My mom sent me this quote from Shauna Niequist on how we come to the table (from her book Bread and Wine):
We don’t come to the table to fight or to defend. We don’t come to prove or to conquer, to draw lines in the sand or to stir up trouble. We come to the table because our hunger brings us there. We come with a need, with fragility, with an admission of our humanity. The table is the great equalizer, the level playing field many of us have been looking everywhere for. The table is the place where the doing stops, the trying stops, the masks are removed, and we allow ourselves to be nourished, like children. We allow someone else to meet our need. In a world that prides people on not having needs, on going longer and faster, on going without, on powering through, the table is a place of safety and rest and humanity, where we are allowed to be as fragile as we feel. If the home is a body, the table is the heart, the beating center, the sustainer of life and health.
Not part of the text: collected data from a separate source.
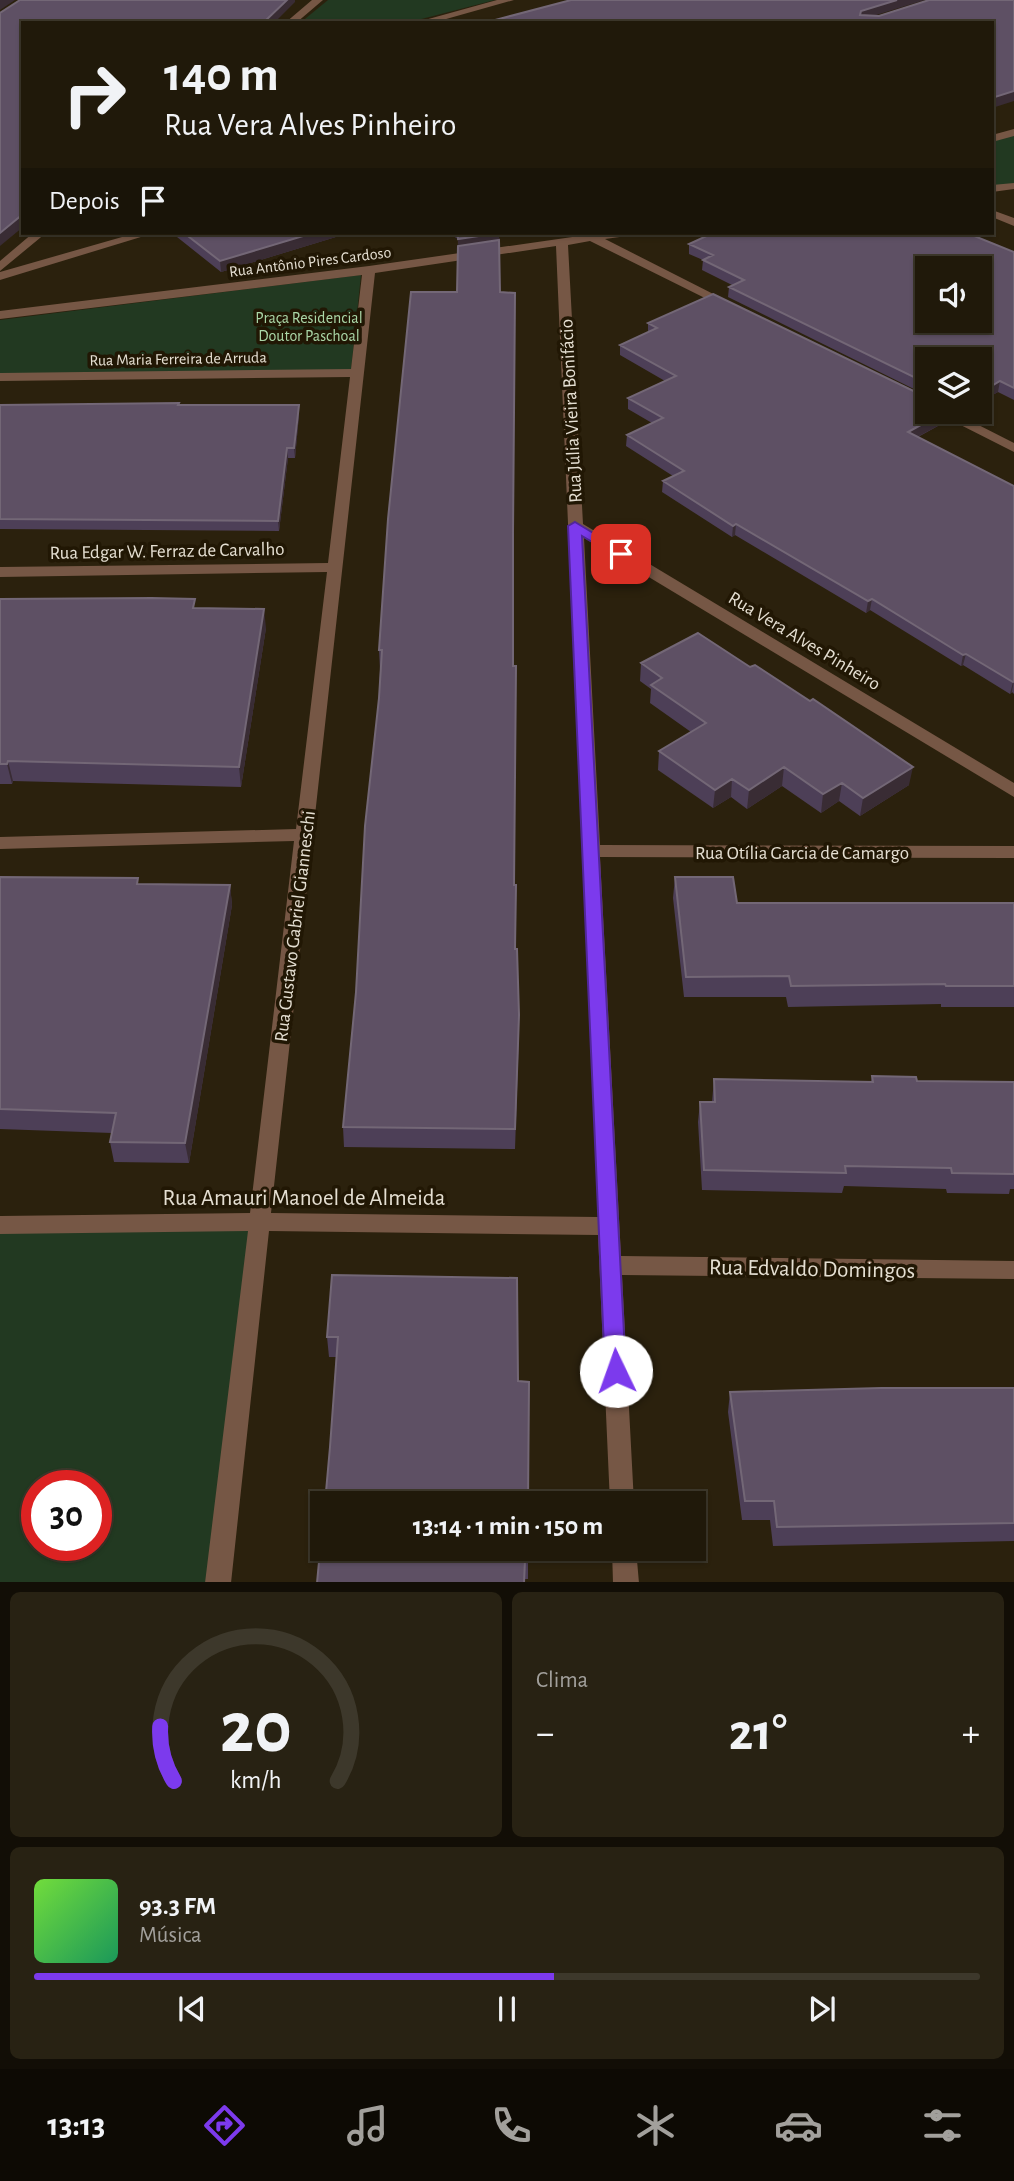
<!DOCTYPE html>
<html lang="pt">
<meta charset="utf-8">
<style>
body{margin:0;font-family:"Alegreya Sans",sans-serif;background:#282213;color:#f1f3f6;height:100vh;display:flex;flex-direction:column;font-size:26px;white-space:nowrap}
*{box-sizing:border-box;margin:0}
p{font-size:23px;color:#a2a09c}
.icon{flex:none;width:38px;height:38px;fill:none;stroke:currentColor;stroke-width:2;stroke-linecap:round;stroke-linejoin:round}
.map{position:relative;height:1582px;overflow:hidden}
.details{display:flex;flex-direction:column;gap:10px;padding:10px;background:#120e06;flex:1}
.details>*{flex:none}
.guide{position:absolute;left:21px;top:21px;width:973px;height:214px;border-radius:0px;box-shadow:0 2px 5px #0004,0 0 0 2px #3d382b;background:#20190a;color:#f1f3f6;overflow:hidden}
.fabs{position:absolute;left:915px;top:256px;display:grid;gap:14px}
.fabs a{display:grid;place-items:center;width:77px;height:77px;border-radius:0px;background:#20190a;box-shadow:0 2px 5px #0004,0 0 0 2px #3d382b;font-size:35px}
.speed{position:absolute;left:21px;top:1470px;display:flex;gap:14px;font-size:35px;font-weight:700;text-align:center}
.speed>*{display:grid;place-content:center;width:91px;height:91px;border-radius:50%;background:#20190a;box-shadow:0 2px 5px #0004,0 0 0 2px #3d382b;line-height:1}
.speed .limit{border:10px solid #d22;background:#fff;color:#111}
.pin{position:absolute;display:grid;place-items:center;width:60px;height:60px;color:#fff;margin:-30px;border-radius:14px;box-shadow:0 4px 10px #0006}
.me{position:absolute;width:77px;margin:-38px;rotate:357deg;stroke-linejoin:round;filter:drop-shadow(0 0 5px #0008)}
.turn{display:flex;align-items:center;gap:24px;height:147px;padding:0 28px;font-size:32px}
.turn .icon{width:91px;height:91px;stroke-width:2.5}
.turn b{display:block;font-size:49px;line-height:60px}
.then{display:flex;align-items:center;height:66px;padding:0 28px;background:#0003;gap:14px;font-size:26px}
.big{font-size:52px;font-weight:700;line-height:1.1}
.details .tile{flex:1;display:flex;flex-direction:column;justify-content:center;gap:10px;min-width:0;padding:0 24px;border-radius:10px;background:#282213}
.details .dial{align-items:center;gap:0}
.dial svg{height:182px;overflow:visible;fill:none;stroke:#3d382b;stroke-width:7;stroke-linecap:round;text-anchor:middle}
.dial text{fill:#f1f3f6;stroke:none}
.song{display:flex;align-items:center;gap:21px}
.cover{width:84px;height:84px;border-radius:10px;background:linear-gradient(135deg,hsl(100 70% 55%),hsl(150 70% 35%))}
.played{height:7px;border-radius:4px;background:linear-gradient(90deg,#7c3aed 55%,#3d382b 55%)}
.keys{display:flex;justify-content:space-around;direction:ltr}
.heat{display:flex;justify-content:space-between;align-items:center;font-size:38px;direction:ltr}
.details .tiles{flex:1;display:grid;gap:10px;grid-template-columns:1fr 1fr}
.tile:last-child{grid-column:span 2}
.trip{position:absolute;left:310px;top:1491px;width:396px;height:70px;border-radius:0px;background:#20190a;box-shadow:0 2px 5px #0004,0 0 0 2px #3d382b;font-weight:700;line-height:70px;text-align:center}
.menu{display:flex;height:112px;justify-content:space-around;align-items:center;background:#0d0a04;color:#a2a09c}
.menu .icon{width:49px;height:49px}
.menu .active{color:#7c3aed}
.menu b{font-size:32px;color:#f1f3f6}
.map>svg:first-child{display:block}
</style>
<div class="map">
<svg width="1014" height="1583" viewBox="0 0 1014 1583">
<rect width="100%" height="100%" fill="#2b210d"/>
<!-- green -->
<path fill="#223921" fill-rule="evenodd" d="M 328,0 L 495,0 L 406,23 L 300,23 Z
M 1014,132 L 1014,186 L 992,189 L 992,139 Z
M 361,275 L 351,370 L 0,381 L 0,320 Z
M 260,1222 L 218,1582 L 0,1582 L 0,1225 ZM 37,1486 L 96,1486 L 96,1545 L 37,1545 Z"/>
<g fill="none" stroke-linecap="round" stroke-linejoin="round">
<!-- minor -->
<path fill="#765745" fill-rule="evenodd" d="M 312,0 L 323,0 L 296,23 L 285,23 Z
M 497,0 L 514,0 L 432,23 L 414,23 Z
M 1014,129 L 1014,136 L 992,142 L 992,135 Z
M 1014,183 L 1014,189 L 992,192 L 992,185 Z
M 992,210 L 1014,218 L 1014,226 L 992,217 Z
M 33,233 L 46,233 L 0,271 L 0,261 Z
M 136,233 L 154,233 L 0,280 L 0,272 Z
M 600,233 L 629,233 L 627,236 L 605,239 L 735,305 L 729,309 L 725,308 L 590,241 L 568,245 L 583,524 L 1014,783 L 1014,797 L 584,538 L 600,845 L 1014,846 L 1014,858 L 600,857 L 621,1256 L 1014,1261 L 1014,1279 L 622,1275 L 634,1503 L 610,1503 L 598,1235 L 269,1231 L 231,1583 L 205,1583 L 248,1231 L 0,1234 L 0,1216 L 250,1213 L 294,841 L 0,849 L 0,837 L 296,829 L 327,572 L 0,577 L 0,567 L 328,563 L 350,377 L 0,381 L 0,373 L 351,369 L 362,275 L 0,319 L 0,311 L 369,266 ZM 556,246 L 598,1217 L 271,1213 L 375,273 Z
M 933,411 L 951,411 L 1014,443 L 1014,452 Z
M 612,1549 L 636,1549 L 639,1583 L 613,1583 Z"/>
</g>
<!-- wall -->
<path fill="#4d3f57" d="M 172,233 L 349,233 L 221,272 Z
M 448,233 L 499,233 L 500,292 L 513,543 L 514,885 L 519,1035 L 515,1149 L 344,1147 L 343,1127 L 356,992 L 379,698 L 380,670 L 379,650 L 457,292 L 458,239 Z
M 689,244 L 1014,252 L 1014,400 L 998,392 L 980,402 L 980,359 L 928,359 L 928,396 L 728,297 L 729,287 L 732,285 L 702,270 L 703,260 L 689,254 Z
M 648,323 L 928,411 L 948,411 L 947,421 L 918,437 L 1014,486 L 1014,694 L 1012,692 L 1010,694 L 963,665 L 961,666 L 870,610 L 866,613 L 735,535 L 732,537 L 662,492 L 663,481 L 673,476 L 626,446 L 627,435 L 652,423 L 628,409 L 628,398 L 665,381 L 620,355 L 620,345 L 648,332 Z
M 0,405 L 179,405 L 299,415 L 295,458 L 288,458 L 279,531 L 0,529 Z
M 0,599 L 196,608 L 266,628 L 241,787 L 13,781 L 12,784 L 0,784 Z
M 641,663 L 909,785 L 860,816 L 839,801 L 821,813 L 782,786 L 747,809 L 731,797 L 713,808 L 658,770 L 659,751 L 691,732 L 650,703 L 651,689 L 640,681 Z
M 0,877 L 139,884 L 230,885 L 232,905 L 189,1163 L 114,1162 L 110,1142 L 112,1133 L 0,1129 Z
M 675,877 L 737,903 L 1014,903 L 1014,1007 L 941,1007 L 941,1004 L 788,1007 L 786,997 L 684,997 L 673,898 Z
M 872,1076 L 917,1081 L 1014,1082 L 1014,1189 L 1010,1189 L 1009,1194 L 947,1193 L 946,1189 L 844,1186 L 842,1193 L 702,1190 L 698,1122 L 700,1102 L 712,1102 L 714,1079 L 871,1082 Z
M 332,1275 L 518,1381 L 330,1447 L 336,1357 L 329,1357 L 327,1337 Z
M 1014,1388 L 1014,1541 L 773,1546 L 770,1520 L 742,1520 L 728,1412 L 730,1392 Z
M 528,1549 L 528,1579 L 317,1583 Z"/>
<!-- shaded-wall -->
<path fill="#392c34" d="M 0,0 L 15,0 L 0,10 Z
M 287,0 L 295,0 L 295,2 L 274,23 L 263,23 Z
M 897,0 L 925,0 L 860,20 L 861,11 Z
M 1014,91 L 1014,101 L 992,108 L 992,98 Z
M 23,214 L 23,227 L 0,246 L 0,233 Z
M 313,233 L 349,233 L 221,272 L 220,261 Z
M 499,233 L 499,244 L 458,250 L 458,239 Z
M 1000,381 L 998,392 L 980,402 L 980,393 Z
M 299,405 L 299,415 L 295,458 L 294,448 Z
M 946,411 L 948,411 L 947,421 L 906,443 L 908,432 Z
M 287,448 L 288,458 L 279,531 L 278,521 Z
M 736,524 L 735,535 L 732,537 L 733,526 Z
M 872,599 L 870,610 L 866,613 L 868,601 Z
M 264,609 L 266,628 L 241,787 L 239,767 Z
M 966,654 L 963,665 L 961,666 L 963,655 Z
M 1014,681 L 1012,692 L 1010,694 L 1013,682 Z
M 8,761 L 13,781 L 12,784 L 7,764 Z
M 784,767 L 782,786 L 747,809 L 749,790 Z
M 913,767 L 909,785 L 860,816 L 863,798 Z
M 732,779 L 731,797 L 713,808 L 715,790 Z
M 842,783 L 839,801 L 821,813 L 823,794 Z
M 230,885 L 232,905 L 189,1163 L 185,1143 Z"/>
<!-- building -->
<path fill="#5e5064" stroke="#736776" stroke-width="2" fill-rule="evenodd" d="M 20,0 L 287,0 L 263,23 L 23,23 L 23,214 L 0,233 L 0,13 Z
M 571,0 L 897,0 L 861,11 L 860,15 L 879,16 L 929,0 L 1014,0 L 1014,91 L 992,98 L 992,23 L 484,23 Z
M 184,233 L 313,233 L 220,261 Z
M 458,233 L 499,233 L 458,239 Z
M 713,233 L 967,233 L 1014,252 L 1014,388 L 1000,381 L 980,393 L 980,359 L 928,359 L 928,384 L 729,287 L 744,280 L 703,260 L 713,255 L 689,244 ZM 928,268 L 980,268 L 980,320 L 928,320 Z
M 499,240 L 500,292 L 515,293 L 513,533 L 513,666 L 516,666 L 514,885 L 516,885 L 515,949 L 517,949 L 519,1015 L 515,1129 L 343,1127 L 356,992 L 365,826 L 379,698 L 382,650 L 379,650 L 388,519 L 411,292 L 457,292 L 458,246 Z
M 713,294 L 928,398 L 928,411 L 946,411 L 908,432 L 1014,486 L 1014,681 L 1013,682 L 966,654 L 963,655 L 872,599 L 868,601 L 736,524 L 733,526 L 663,481 L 684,471 L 627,435 L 663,418 L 628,398 L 676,376 L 620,345 L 657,328 L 648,323 Z
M 179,403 L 178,405 L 299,405 L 294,448 L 287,448 L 278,521 L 0,519 L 0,405 Z
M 152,598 L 195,599 L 193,608 L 264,609 L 239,767 L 8,761 L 7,764 L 0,764 L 0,599 Z
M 698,633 L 750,667 L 755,665 L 810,701 L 813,699 L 913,767 L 863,798 L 842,783 L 823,794 L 784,767 L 749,790 L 732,779 L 715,790 L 659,751 L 706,723 L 651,685 L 662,678 L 641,663 Z
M 0,877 L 138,878 L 137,884 L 230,885 L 185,1143 L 110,1142 L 116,1113 L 0,1109 Z
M 675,877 L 733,877 L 737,903 L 1014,903 L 1014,986 L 946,986 L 945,984 L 791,986 L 789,976 L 686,977 Z
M 872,1076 L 916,1077 L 917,1081 L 1014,1082 L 1014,1174 L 952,1173 L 951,1168 L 845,1166 L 846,1173 L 704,1170 L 700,1102 L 715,1102 L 714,1079 L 873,1082 Z
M 332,1275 L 517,1278 L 518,1381 L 529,1382 L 528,1503 L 325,1503 L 330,1447 L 338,1337 L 327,1337 Z
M 881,1388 L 1014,1388 L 1014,1523 L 777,1527 L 774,1501 L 745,1501 L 730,1392 Z
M 322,1530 L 322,1549 L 528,1549 L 528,1560 L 525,1560 L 524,1583 L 317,1583 Z"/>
<!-- route -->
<path fill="#7c3aed" stroke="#51269a" stroke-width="2" d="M 575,522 L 628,554 L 621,558 L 616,556 L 582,536 L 626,1371 L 623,1378 L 616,1380 L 608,1378 L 605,1371 L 568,526 Z"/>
<g text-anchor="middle" stroke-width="7" stroke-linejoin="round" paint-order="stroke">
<!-- far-street labels -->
<g font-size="16" fill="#e5dfd2" stroke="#211704">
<text transform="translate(310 261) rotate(-7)" y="6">Rua Antônio Pires Cardoso</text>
<text transform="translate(178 358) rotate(-1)" y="6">Rua Maria Ferreira de Arruda</text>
</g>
<!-- far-park labels -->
<g font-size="16" fill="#aad6a7" stroke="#211704">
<text x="309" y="323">Praça Residencial<tspan x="309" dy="18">Doutor Paschoal</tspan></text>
</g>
<!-- street labels -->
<g font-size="19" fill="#e5dfd2" stroke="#211704">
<text transform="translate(570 411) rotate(-93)" y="7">Rua Júlia Vieira Bonifácio</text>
<text transform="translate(167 550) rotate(-1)" y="7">Rua Edgar W. Ferraz de Carvalho</text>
<text transform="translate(805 640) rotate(31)" y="7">Rua Vera Alves Pinheiro</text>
<text x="802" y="859">Rua Otília Garcia de Camargo</text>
<text transform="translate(294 926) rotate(-83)" y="7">Rua Gustavo Gabriel Gianneschi</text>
</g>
<!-- near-street labels -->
<g font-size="23" fill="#e5dfd2" stroke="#211704">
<text x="304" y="1205">Rua Amauri Manoel de Almeida</text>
<text transform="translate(812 1268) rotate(1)" y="8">Rua Edvaldo Domingos</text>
</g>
</g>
</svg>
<div class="fabs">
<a><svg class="icon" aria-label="sound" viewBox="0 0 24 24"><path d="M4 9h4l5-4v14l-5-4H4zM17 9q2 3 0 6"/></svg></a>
<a><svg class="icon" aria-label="layers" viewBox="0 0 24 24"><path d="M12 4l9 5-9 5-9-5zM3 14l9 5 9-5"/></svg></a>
</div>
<div class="speed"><div class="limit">30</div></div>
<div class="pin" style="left:621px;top:554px;background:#d93025"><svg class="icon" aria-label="arrive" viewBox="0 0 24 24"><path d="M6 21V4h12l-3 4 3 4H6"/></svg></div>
<svg class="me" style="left:616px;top:1371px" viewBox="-20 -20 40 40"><circle r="19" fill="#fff"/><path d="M0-13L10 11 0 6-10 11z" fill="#7c3aed"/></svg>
<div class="trip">13:14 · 1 min · 150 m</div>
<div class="guide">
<div class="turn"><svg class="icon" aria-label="right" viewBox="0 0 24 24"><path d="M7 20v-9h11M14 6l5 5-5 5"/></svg><div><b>140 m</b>Rua Vera Alves Pinheiro</div></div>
<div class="then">Depois<svg class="icon" aria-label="arrive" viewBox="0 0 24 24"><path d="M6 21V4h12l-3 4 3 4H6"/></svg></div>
</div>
</div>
<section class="details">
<div class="tiles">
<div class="tile dial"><svg viewBox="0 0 100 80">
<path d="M14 69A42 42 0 1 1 86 69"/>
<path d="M14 69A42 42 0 0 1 8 45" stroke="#7c3aed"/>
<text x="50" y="56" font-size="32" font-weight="700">20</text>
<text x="50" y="72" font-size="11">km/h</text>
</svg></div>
<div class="tile"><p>Clima</p>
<div class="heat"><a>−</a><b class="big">21°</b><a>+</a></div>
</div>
<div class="tile">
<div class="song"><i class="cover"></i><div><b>93.3 FM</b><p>Música</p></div></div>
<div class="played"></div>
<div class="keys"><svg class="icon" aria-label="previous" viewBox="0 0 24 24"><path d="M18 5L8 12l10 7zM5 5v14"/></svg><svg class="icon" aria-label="pause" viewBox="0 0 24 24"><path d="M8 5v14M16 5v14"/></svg><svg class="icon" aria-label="next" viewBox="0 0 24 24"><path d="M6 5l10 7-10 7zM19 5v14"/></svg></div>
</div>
</div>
</section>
<nav class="menu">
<b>13:13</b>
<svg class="icon active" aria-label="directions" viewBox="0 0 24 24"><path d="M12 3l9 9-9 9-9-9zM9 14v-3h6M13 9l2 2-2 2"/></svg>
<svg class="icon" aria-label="music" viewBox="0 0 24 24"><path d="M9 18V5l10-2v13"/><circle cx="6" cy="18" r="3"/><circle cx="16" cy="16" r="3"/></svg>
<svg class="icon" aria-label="phone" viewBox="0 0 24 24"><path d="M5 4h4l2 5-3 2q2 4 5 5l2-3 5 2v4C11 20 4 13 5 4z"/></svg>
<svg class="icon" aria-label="climate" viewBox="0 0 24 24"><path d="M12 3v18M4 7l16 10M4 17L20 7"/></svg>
<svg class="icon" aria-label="car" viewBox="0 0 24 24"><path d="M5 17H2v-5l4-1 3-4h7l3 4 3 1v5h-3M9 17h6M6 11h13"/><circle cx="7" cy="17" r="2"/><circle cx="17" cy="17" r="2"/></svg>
<svg class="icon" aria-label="filters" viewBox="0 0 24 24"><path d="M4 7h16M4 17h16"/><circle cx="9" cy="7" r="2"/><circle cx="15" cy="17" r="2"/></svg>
</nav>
This is the posture we are trained into when we participate in the Eucharist. In our church we instruct people to come with hands open to receive the bread, rather than hands grasping to “grab” some bread. We allow someone else to serve us and meet our need as we come in a posture of dependence and vulnerability.
It’s interesting, though, how easy it is for people to slip back into “grabbing” the bread. There really is some training and reframing happening as we remember to open our hands to receive grace as the priest offers us the body and blood of Christ in bread and wine.